We love the new house. Basement Cat and Reina have achieved détente here, although the dialogue reported in this post is still enacted regularly. I considered five decades of changes in my life. For a couple of days, the surface of my desk was visible. I enjoy the new garden.

I discovered Maria Nikolajeva’s blog, and am sadly reminded, today, that I have to put together my documents for annual review. It’s a comfort to know that even the wildly accomplished hate the process. I emulated a minor character from Barbara Pym. Once the semester was over, I thought about all the things I needed and wanted to do over winter break, far more than there is really time for. A good bit of the break has gone to reading and doing jigsaw puzzles, and we have also managed a couple of runs to the storage unit for more boxes, so I’ve happily done some re-discovery of Books I Have Missed.

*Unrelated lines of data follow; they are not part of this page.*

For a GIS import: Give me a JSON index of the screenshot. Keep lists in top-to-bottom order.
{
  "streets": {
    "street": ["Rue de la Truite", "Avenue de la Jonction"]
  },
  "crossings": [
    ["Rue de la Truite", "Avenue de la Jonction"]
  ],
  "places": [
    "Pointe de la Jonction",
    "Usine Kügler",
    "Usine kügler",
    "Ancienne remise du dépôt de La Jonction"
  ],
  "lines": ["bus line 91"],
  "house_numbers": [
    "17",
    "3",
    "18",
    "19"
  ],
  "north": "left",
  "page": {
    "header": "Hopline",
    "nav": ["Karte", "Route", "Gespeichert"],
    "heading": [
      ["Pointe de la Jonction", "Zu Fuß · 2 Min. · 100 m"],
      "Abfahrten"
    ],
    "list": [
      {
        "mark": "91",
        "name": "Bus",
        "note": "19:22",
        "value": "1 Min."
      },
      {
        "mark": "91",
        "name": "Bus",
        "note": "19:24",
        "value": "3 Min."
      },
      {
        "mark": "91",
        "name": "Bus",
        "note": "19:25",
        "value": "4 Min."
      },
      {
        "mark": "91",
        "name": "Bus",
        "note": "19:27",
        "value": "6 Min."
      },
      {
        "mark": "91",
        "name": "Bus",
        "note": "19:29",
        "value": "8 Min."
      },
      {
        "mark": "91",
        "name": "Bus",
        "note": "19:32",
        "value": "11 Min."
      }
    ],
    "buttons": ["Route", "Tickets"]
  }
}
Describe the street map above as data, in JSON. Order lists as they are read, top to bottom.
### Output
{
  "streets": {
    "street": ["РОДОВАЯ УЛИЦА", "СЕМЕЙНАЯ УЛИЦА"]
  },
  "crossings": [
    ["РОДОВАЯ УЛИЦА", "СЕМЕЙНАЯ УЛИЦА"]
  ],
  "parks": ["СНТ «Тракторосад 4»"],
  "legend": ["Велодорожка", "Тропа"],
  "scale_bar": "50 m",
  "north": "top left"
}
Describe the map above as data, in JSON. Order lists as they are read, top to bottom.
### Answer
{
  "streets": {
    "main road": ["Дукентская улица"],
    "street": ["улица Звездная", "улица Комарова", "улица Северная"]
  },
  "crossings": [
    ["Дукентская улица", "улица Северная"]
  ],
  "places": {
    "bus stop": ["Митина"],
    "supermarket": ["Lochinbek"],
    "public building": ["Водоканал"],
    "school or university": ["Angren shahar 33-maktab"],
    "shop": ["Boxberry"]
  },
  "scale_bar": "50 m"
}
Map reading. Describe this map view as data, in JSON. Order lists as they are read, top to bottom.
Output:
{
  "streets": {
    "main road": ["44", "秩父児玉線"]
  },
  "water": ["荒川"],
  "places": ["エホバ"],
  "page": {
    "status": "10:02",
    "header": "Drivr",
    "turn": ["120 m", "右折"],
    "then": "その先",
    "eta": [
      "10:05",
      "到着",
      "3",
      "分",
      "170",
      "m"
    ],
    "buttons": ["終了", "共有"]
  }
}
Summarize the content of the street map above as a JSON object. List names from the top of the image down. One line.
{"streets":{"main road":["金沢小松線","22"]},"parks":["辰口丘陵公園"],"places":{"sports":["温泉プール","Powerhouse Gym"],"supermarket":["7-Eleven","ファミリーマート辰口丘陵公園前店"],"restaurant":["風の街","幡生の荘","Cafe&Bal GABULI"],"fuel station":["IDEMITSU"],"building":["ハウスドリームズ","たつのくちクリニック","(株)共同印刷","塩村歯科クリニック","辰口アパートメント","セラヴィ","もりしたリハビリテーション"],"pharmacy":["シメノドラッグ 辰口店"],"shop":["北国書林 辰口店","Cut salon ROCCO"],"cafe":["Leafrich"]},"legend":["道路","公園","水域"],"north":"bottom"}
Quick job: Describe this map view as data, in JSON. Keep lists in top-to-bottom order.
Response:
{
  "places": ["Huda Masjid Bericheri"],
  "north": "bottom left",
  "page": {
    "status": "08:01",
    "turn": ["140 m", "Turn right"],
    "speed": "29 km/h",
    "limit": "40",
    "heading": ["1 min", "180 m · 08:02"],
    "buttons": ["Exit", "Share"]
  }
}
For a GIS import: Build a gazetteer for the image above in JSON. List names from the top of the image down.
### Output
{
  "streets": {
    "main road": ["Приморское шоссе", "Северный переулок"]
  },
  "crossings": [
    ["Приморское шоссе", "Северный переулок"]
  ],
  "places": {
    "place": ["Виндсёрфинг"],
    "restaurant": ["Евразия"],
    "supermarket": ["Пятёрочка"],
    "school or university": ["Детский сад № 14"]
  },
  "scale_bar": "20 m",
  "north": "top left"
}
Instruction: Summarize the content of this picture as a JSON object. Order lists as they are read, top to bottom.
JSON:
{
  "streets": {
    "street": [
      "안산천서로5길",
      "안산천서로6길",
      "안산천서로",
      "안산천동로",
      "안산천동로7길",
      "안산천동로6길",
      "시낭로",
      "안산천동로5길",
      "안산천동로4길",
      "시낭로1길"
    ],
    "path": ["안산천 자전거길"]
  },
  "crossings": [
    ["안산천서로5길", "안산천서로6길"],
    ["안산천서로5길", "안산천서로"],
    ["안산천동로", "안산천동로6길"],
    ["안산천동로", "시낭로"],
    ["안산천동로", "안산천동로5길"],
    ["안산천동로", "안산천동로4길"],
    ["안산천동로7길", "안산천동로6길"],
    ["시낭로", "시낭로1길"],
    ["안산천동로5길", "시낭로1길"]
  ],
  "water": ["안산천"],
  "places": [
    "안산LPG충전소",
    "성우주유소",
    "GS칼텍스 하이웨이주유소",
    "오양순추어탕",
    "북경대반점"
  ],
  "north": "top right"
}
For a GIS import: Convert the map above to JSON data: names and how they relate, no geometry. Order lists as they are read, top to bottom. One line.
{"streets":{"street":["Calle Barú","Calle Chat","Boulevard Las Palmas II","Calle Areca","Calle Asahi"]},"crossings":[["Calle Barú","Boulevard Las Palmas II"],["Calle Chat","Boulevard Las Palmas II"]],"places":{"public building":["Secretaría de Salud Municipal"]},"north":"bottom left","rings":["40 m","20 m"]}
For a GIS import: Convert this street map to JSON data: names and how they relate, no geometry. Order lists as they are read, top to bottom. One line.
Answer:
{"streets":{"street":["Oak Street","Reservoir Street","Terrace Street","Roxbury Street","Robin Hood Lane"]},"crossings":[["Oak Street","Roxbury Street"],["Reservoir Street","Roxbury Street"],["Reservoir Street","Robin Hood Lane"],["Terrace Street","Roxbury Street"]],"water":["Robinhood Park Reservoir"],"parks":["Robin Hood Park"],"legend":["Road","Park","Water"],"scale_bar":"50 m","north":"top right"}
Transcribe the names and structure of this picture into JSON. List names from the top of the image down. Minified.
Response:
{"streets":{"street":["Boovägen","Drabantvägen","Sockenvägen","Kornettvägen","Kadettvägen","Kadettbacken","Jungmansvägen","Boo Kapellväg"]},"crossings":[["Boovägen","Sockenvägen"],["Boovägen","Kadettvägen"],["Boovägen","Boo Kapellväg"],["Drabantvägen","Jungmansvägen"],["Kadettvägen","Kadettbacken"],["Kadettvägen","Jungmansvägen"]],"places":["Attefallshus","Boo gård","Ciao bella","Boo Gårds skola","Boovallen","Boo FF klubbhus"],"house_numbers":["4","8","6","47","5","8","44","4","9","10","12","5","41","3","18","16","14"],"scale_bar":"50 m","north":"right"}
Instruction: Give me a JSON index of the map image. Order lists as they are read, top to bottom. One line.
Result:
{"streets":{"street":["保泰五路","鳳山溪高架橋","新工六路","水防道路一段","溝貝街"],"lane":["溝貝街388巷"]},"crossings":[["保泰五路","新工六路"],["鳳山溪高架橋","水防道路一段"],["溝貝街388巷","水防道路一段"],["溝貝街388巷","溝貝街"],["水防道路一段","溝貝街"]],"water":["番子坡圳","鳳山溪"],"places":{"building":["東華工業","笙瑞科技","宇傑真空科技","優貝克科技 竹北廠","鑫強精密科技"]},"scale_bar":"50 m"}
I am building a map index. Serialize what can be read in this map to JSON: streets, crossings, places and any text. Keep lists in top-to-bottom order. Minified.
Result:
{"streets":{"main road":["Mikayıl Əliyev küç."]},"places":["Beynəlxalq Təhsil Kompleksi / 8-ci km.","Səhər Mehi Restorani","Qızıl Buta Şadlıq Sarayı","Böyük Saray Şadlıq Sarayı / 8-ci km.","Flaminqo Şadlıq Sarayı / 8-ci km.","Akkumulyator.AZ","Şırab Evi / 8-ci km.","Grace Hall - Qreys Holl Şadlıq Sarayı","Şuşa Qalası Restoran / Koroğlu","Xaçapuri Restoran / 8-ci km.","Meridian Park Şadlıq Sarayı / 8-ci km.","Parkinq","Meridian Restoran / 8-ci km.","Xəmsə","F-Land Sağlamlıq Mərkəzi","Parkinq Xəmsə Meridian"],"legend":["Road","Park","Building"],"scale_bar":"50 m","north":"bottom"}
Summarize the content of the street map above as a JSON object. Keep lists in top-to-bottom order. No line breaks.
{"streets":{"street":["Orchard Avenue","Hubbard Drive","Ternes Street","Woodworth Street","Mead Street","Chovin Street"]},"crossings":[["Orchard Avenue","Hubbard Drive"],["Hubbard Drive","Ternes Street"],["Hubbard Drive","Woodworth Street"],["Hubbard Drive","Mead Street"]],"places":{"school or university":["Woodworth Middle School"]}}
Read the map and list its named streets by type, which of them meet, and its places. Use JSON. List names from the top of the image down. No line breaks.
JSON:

I found at least two books in the fantasy/YA stash that I have no recollection of either reading or buying. I am guessing that I acquired them not long before the Massive Declutter Effort, now some four years back, when I thought the house would sell quickly and I’d only be without the packed items for six months or so, and that I packed unread books thinking that they’d be an incentive to unpack once we moved. I wonder what other unexpected treasures I’ll (re)discover once the weather cooperates enough to let us go for another load.

I plan to celebrate the New Year on Nova Scotia time and go to bed after that. See you in 2021!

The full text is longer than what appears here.